GNOME Bugzilla – Bug 700785
gvfs metadata corrupted by concurrent access
Last modified: 2013-06-14 09:38:01 UTC
Created attachment 244960 [details] gdb.txt Unsure whether the flaw here is in glib or gvfs, let's start here. See attached stack:
Blowing away ~/.local/share/gvfs-metadata makes the symptom go away, and the test passes. Ok, to get a clean environment: logging out, and from a VT as root, shutting down gdm, ensuring gvfs-metadatad is dead, then rm ~walters/.local/share/gvfs-metadata -rf, then start gdm again to get a clean environment. Running glib/file.test twice in a row triggers the corruption.
Ok, it's worth noting that glib/file.test creates a *lot* of threads. From https://bugzilla.gnome.org/show_bug.cgi?id=637095#c9 "One thing I find disturbing is no protection from concurrent access to the same journal file from multiple clients. Clients have the journal file partially mmaped - the data area but not the header, containing number of records etc., which is updated separately." Really =( This trivially reproduces for me by the way in jhbuild in Fedora 19, *assuming* that I build gvfs in the jhbuild root.

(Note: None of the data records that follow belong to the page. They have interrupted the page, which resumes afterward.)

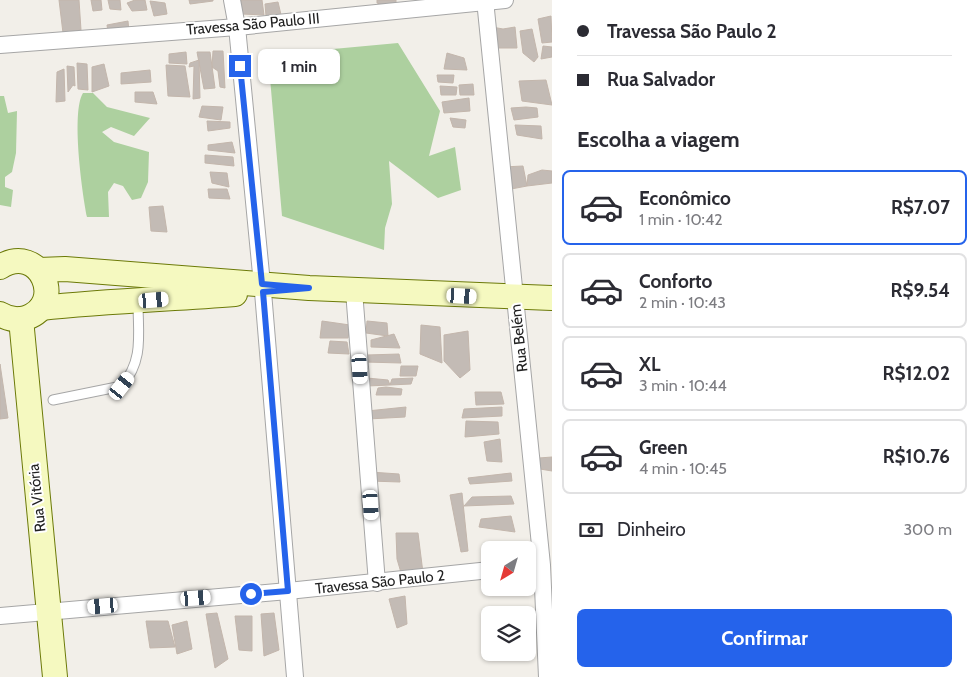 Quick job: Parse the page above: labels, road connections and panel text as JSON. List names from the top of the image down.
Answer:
{
  "streets": {
    "main road": ["Rua Vitória"],
    "street": ["Travessa São Paulo III", "Rua Belém", "Travessa São Paulo 2"]
  },
  "crossings": [
    ["Travessa São Paulo III", "Rua Belém"],
    ["Rua Vitória", "Travessa São Paulo 2"]
  ],
  "north": "bottom left",
  "page": {
    "banner": ["Travessa São Paulo 2", "Rua Salvador"],
    "bubble": "1 min",
    "heading": "Escolha a viagem",
    "list": [
      {
        "name": "Econômico",
        "note": "1 min · 10:42",
        "value": "R$7.07"
      },
      {
        "name": "Conforto",
        "note": "2 min · 10:43",
        "value": "R$9.54"
      },
      {
        "name": "XL",
        "note": "3 min · 10:44",
        "value": "R$12.02"
      },
      {
        "name": "Green",
        "note": "4 min · 10:45",
        "value": "R$10.76"
      }
    ],
    "pay": ["Dinheiro", "300 m"],
    "buttons": "Confirmar"
  }
}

Created attachment 245002 [details] [review] 0001-metadata-Downgrade-journal-short-read-to-debug.patch
Oh, is the g_warning() too intrusive for you? It was really meant as a warning since we're breaking journal iteration effectively losing data written after the corrupted entry (we don't know how much to seek, heuristics won't help here either since there's no magic header to look for). (In reply to comment #2) > Ok, it's worth noting that glib/file.test creates a *lot* of threads. From > https://bugzilla.gnome.org/show_bug.cgi?id=637095#c9 > > "One thing I find disturbing is no protection from concurrent access to the > same > journal file from multiple clients. Clients have the journal file partially > mmaped - the data area but not the header, containing number of records etc., > which is updated separately." I should note that this was meant in context of multiple systems sharing one physical storage, client here means a machine, isolated operating system. In a single environment write access is controlled by single daemon, coordinating writes and database rotation. Unless you have multiple instances of gvfsd-metadata running (e.g. chroot or separate d-bus session sharing the same homedir), you shouldn't run into problem. (In reply to comment #1) > Running glib/file.test twice in a row triggers the corruption. What was your setup exactly? > This trivially reproduces for me by the way in jhbuild in Fedora 19, *assuming* > that I build gvfs in the jhbuild root. Not sure how jhbuild works, mixing various gvfs versions shouldn't matter in this case.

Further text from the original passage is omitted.